By Emily Scarvie
(PORTLAND, Ore.) Hello Portlanders! It's Wednesday, Oct. 6 - Here's your daily round up of all the news happening in the City of Roses.
The Timbers Army and Rose City Riveters, the supporter groups of the Timbers and Thorns FC, are calling for the firing of General Manager Gavin Wilkinson, among other demands, nearly a week after The Atlantic’s bombshell report that accused former Portland Thorns head coach Paul Riley of sexual coercion and widespread misconduct. The 107ist, the nonprofit group behind both of the supporter groups, said they plan to boycott all concessions and team merchandise until these demands are met.
“This past week has been harrowing as we learned the extent of abuse and suppression that has taken place in Portland,” the statement reads, per FOX 12. “It is clear that the Portland Thorns organization is complicit in the NWSL’s failures by actively sweeping incidents and complaints under the rug and passing issues off to others without holding offenders accountable… Our hearts and our actions are with Portland’s players – one hundred percent.

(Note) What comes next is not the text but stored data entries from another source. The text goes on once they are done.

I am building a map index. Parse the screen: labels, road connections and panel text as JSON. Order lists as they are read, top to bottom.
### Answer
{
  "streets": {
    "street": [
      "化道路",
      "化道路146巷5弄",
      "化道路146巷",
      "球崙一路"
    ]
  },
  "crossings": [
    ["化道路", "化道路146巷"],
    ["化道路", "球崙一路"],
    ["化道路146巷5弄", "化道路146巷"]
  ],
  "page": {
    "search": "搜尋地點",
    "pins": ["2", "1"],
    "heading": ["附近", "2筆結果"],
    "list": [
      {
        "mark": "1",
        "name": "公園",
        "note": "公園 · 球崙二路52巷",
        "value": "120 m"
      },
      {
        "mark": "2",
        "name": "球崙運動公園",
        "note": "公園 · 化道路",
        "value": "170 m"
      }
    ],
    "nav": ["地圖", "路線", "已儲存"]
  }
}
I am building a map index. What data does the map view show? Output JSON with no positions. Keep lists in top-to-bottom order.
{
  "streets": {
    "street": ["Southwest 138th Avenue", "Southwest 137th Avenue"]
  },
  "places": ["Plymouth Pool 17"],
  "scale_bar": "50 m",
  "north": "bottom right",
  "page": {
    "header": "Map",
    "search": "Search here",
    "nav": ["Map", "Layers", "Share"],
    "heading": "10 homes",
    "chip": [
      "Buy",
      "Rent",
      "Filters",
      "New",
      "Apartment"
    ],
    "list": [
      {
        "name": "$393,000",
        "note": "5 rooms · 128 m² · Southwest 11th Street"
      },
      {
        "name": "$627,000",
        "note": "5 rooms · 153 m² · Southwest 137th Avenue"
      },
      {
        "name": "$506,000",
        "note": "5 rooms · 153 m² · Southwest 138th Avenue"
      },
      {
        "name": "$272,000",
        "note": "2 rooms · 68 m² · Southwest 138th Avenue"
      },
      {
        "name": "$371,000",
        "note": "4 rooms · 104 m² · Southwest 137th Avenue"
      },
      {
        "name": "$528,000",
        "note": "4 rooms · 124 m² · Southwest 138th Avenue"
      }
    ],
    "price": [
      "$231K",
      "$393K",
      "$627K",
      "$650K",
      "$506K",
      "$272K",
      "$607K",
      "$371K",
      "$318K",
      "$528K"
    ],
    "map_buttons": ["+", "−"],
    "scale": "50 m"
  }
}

Our trust, however, is utterly shattered, and it cannot be repaired until significant changes take place across all levels of the PTFC organization.”
Oregon Health and Sciences University recently published its latest COVID forecast report, estimating the state’s positive case rate through March of next year. The report outlined the current state of COVID-19 in Oregon, as the 26th highest in number of new cases per day in the U.S. There are currently 769 people hospitalized with COVID-19 in Oregon. Of those people, 207 are in intensive care units. ICU bed availability statewide is at 9% and non-ICU bed availability is at 8%.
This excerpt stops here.